El viajero (96 page)

Read El viajero Online

Authors: Gary Jennings

Tags: #Aventuras, Historica

BOOK: El viajero
6.66Mb size Format: txt, pdf, ePub

—Señor, estoy comprometido, confío que lo entendáis. Este Marco Polo sin duda hizo en alguna ocasión una buena obra, y el proverbio nos dice que un mitzva se merece otro mitzva.

Sacó de debajo de la mesa de trabajo dos cestos de caña de trenzado muy espeso y me los tiró a los brazos:

—Ahí los tenéis, estimable loco. En cada cesto hay cincuenta liang de huoyao. Haced lo que os plazca y l'chaim a vos. Confío que la siguiente noticia que me llegue de Marco Polo sea su resonante salida de este mundo.
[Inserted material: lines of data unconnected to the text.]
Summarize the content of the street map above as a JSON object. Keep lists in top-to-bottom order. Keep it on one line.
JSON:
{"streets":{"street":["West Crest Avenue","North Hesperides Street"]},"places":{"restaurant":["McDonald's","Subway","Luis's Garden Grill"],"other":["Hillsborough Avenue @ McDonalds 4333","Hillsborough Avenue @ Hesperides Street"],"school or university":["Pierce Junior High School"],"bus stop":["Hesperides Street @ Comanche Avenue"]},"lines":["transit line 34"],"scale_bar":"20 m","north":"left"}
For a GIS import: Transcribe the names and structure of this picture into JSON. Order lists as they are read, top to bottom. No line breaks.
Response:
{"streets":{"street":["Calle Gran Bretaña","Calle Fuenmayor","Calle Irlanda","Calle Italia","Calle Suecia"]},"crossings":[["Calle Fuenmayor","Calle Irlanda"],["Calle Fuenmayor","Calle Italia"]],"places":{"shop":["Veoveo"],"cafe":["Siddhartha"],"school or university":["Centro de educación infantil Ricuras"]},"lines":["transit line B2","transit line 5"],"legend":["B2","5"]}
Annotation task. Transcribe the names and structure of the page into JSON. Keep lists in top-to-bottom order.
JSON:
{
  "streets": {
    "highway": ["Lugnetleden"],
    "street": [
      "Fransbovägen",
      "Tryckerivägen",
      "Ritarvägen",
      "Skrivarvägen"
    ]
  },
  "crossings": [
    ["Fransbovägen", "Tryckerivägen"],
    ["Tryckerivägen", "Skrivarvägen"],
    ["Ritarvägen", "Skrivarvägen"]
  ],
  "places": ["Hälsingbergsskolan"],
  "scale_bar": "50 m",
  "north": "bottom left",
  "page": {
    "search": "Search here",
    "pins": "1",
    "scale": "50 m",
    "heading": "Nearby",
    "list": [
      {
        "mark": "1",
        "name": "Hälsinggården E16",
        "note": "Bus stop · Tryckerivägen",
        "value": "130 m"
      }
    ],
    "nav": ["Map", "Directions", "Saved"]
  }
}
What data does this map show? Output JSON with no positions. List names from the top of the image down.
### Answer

Llevé mis cestos a mi apartamento con la intención de empezar inmediatamente mis ensayos de al-kimia. Pero Narices me estaba esperando y le pregunté si me traía alguna información.

—Muy poco, mi amo. Sólo un pequeño cotilleo salaz sobre el astrólogo de la corte, si os interesa. Parece que es un eunuco, y que desde hace cincuenta años conserva sus partes en salmuera en una jarra al lado de la cama. Quiere que las entierren con él, para llegar entero al otro mundo.

—¿Es esto todo? —le dije, con ganas de ponerme a trabajar.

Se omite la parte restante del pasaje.